Learn more about the GLF youth session here! If you will be attending COP20 in Lima, build you professional skills and knowledge by attending the youth masterclasses.
My appreciation for the natural environment and my understanding of its connection to the built environment and human actions was developed from an early age. Growing up in a rural community in St. Catherine, Jamaica, a small farming village I realized early on that we relied heavily on the ‘soil’ for our sustenance. Every household had one or two persons who were involved in agriculture commercially or who tended to small kitchen gardens to provide food for home consumption.
Not only were we sustained by the land, we were entertained by it and for my siblings and I many of our past times were dependent on the natural environment- whether it was catching fish or swimming in the river, gathering various fruits when they were in season or playing school with the hedges as our pupils- their torn leaves as evidence to their misbehavior which had earned them a flogging.
I grew up watching my great grandmother predict the weather by the direction of the wind, or the curl of the leaves of the trumpet tree or by the presence of insects such as ants. So were our lives connected to the environment and so my appreciation for its value was nurtured.
My love for Geography as a subject in secondary school was in large part due to my almost innate understanding of some natural processes and more importantly for the inextricable link between the environment and human beings. I sought to explore this further in my studies at university where I completed a B.A in Geography.
Despite early aspirations to pursue Law, by the end of my programme I was certain I had done the right thing. My final year dissertation focused on the role of ENGOs in promoting rural development. The project took me to many isolated communities across rural Jamaica and allowed me to better appreciate the shared experiences of rural people and rural landscapes. My work with a local umbrella environmental NGOs and the Ministry of Land and Environment further honed my passion for this field of study and work.
It wasn’t until I went to Japan however that I had the chance of seeing the built environment and natural environment coexist in harmony. In my two years there I made use of every opportunity to observe the landscape. It was there that I saw how economic development can be pursued without flagrant decimation of the natural landscape. Japan had a major impact on my life, but as an environmentalist it gave me hope that even as we develop and grow our economies, due consideration must be given to the natural resources which are the true building blocks of economic development.
Upon returning to Jamaica I enrolled in Grad school, eager to put my new found wisdom and knowledge of the world and myself to good use. I was drawn to the topic of climate change which was more of a burgeoning problem especially within the context of small island states (SIDS).
I was again lured to rural Jamaica out in Trelawny, Sherwood Content, a sleepy rural district that just so happens to be the birthplace of the world’s fastest man – Usain Bolt. I am usually quite boastful in announcing that his aunt’s house is my place of stay on my data gathering missions. My research findings have affirmed that even minor changes in local weather patterns can have significant impact on agricultural practices and that indigenous knowledge is a major tool in building community resilience.
Along with being a full time student I am actively involved in working with young people, especially young women.

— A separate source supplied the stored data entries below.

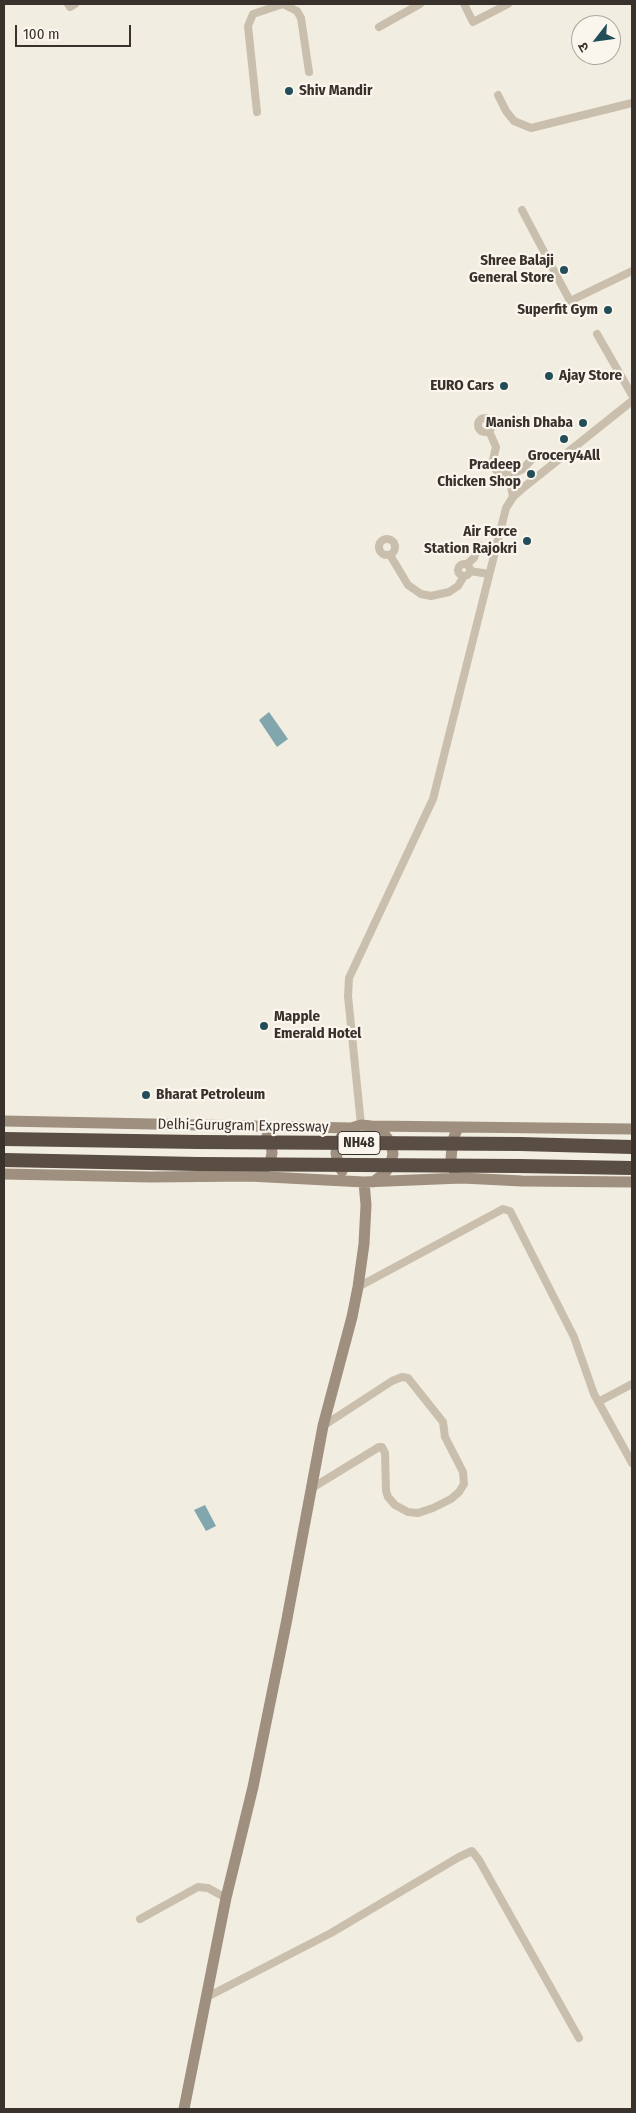 <!DOCTYPE html>
<html>
<head>
<meta charset="utf-8">
<style>
	body { margin:0 }
	#map { position:relative; width:636px; height:2113px; overflow:hidden; background:#f2ede1; font-family:"Fira Sans Condensed","Noto Sans Devanagari",sans-serif }
	canvas { display:block }
	.frame { position:absolute; inset:0; border:5px solid #39322c; pointer-events:none }
	.north { position:absolute; left:571px; top:15px; width:50px; height:50px; box-sizing:border-box; background:#faf6ee; border:1px solid #ada8a0; border-radius:50%; rotate:240deg; font-size:14px; font-weight:700; line-height:20px; text-align:center; color:#39322c }
	.north::after { content:''; display:block; margin:auto; width:18px; height:22px; background:#234e59; clip-path:polygon(50% 0,100% 100%,50% 72%,0 100%) }
	.scale { position:absolute; left:15px; top:25px; width:116px; height:22px; box-sizing:border-box; border:2px solid #39322c; border-top:0; padding-left:6px; font-size:15px; line-height:18px; white-space:nowrap; color:#39322c; -webkit-text-stroke:4px #faf6ee; paint-order:stroke }
</style>
</head>
<body>
<div id="map">
<canvas width="636" height="2113"></canvas>
<div class="frame"></div>
<div class="north">उ</div>
<div class="scale">100 m</div>
</div>
<script>
const context = document.querySelector('canvas').getContext('2d');
context.lineJoin = 'round';
function paint(path, color) { context.fillStyle = color; context.fill(path, 'evenodd'); }
const shape = rows => new Path2D(rows.map(r => 'M' + r).join(''));
function strokePath(path, color, width, dash) { context.strokeStyle = color; context.lineWidth = width; context.lineCap = dash ? 'butt' : 'round'; context.setLineDash(dash || []); context.stroke(path); }
function label(font, color, halo, rows, align = 'center') {
  context.font = font + ' "Fira Sans Condensed",sans-serif'; context.lineWidth = 4.5; context.setLineDash([]); context.textBaseline = 'middle'; context.strokeStyle = halo; context.fillStyle = color; for (const [text, x, y, turn = 0] of rows) {
    context.save(); context.translate(x, y); context.rotate((+turn || 0) * Math.PI / 180); context.textAlign = isNaN(turn) ? turn : align; if (halo) context.strokeText(text, 0, 0); context.fillText(text, 0, 0); context.restore();
  }
}
paint(shape([
	[269,712,288,739,277,747,259,720],
	[205,1505,216,1526,206,1531,194,1510]
]), '#82a6ae');
strokePath(shape([
	[68,4,70,7,75,4],
	[464,4,473,22,508,4],
	[379,27,420,4],
	[498,95,506,111,514,121,531,128,632,103],
	[257,112,248,26,253,14,283,4,297,11,301,18,309,72],
	[522,210,570,301,632,271],
	[597,334,632,395],
	'478 425a7 7 0 1 1 14 0a7 7 0 1 1-14 0Z',
	[489,431,496,447,493,460,495,469,500,474,504,476],
	'504.5 475a4.5 4.5 0 1 1 9 0a4.5 4.5 0 1 1-9 0Z',
	[513,474,523,469,532,459],
	[510,480,513,497],
	'379 547a8 8 0 1 1 16 0a8 8 0 1 1-16 0Z',
	[390,555,408,585,421,594,431,596,449,592,458,586,464,576],
	'458 570a6 6 0 1 1 12 0a6 6 0 1 1-12 0Z',
	[467,564,474,558,479,545],
	[470,571,489,574],
	[361,1125,348,996,349,978,433,799,506,508,513,497,523,488,632,401],
	[358,1287,503,1209,510,1211,574,1337,594,1394,632,1463],
	[598,1402,632,1384],
	[312,1488,379,1447,382,1447,385,1453,386,1491,388,1497,395,1505,408,1512,418,1513,433,1508,451,1499,459,1492,464,1484,463,1472,445,1437,443,1422,408,1378,402,1377,392,1381,323,1426],
	[140,1919,198,1887,208,1888,226,1898],
	[205,1998,331,1933,459,1857,472,1851,479,1860,579,2038]
]), '#cabfad', 8);
strokePath(shape([
	[4,1121,351,1128],
	[371,1126,632,1129],
	[265,1169,270,1163,272,1153,271,1143,267,1136],
	[342,1171,338,1164,336,1153,338,1142,344,1133,351,1128,361,1125,371,1126,384,1134,391,1143,393,1154,390,1166,384,1174,373,1182],
	[4,1174,151,1177,249,1176,364,1182,462,1178,522,1181,632,1182],
	[455,1174,451,1159,452,1147,454,1137,458,1127],
	[184,2109,226,1898,253,1787,286,1624,323,1426,352,1317,358,1287,364,1244,366,1205,364,1182]
]), '#9e8f7f', 11);
strokePath(shape([
	[4,1139,198,1142],
	[520,1144,632,1147],
	[4,1160,198,1164],
	[519,1166,632,1168]
]), '#5a4d43', 14);
strokePath(shape([
	[198,1142,520,1144],
	[198,1164,519,1166]
]), '#5a4d43', 14);
for (const [x, y, r, color] of [
	[289,91,5,"#234e59"],
	[564,270,5,"#234e59"],
	[608,310,5,"#234e59"],
	[549,376,5,"#234e59"],
	[504,386,5,"#234e59"],
	[583,423,5,"#234e59"],
	[564,439,5,"#234e59"],
	[531,474,5,"#234e59"],
	[527,541,5,"#234e59"],
	[264,1026,5,"#234e59"],
	[146,1095,5,"#234e59"]
]) { const dot = new Path2D(); dot.arc(x, y, r, 0, 2 * Math.PI); context.fillStyle = color; context.fill(dot); strokePath(dot, '#faf6ee', 2); }
for (const [x, y, w] of [
	[359,1143,42]
]) { const box = new Path2D(); box.roundRect(x - w / 2, y - 11.5, w, 23, 4); context.fillStyle = '#faf6ee'; context.fill(box); strokePath(box, '#39322c', 1); }
label('bold 14px', '#39322c', null, [
	["NH48",359,1143]
]);
label('bold 15px', '#39322c', '#faf6ee', [
	["Shiv Mandir",299,91,"left"],
	["Shree Balaji",554,261],
	["General Store",554,278],
	["Superfit Gym",598,310],
	["Ajay Store",559,376,"left"],
	["EURO Cars",494,386],
	["Manish Dhaba",573,423],
	["Grocery4All",564,456,"center"],
	["Pradeep",521,465],
	["Chicken Shop",521,482],
	["Air Force",517,532],
	["Station Rajokri",517,549],
	["Mapple",274,1017,"left"],
	["Emerald Hotel",274,1034,"left"],
	["Bharat Petroleum",156,1095,"left"]
], 'right');
label('15px', '#39322c', '#faf6ee', [
	["Delhi-Gurugram Expressway",243,1126,1]
]);
</script>
</body>
</html>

I have come to recognize that my desire to work with them stems from the recognition that if as a young woman I had had a mentor or someone who reassured and validated me I would have had greater confidence in my own abilities from earlier- and so I seek to be that voice of validation for younger women. It should come as no surprise then that I have managed to infuse the notion of ‘women’ into my research with a focus on gender as a determinant factor of adaptation, as well as religious beliefs.
I am constantly on the prowl for opportunities that afford me a chance to effect change and to be a part of something greater. I feel quite honored then to have this privilege to serve as a youth facilitator at COP20 especially on the topic of landscapes and the post-2015 agenda- an opportunity from which I know I will also grow immensely.
I am thrilled to have the opportunity to engage young stakeholders around this issue as we chart a way forward to promote practices that engender more sustainable development. As we all try to deal with the cyclical and emerging challenges facing the world, there is even greater need for a more integrated response and more informed discussions about how we work together to create a world that can sustain humanity for many years to come.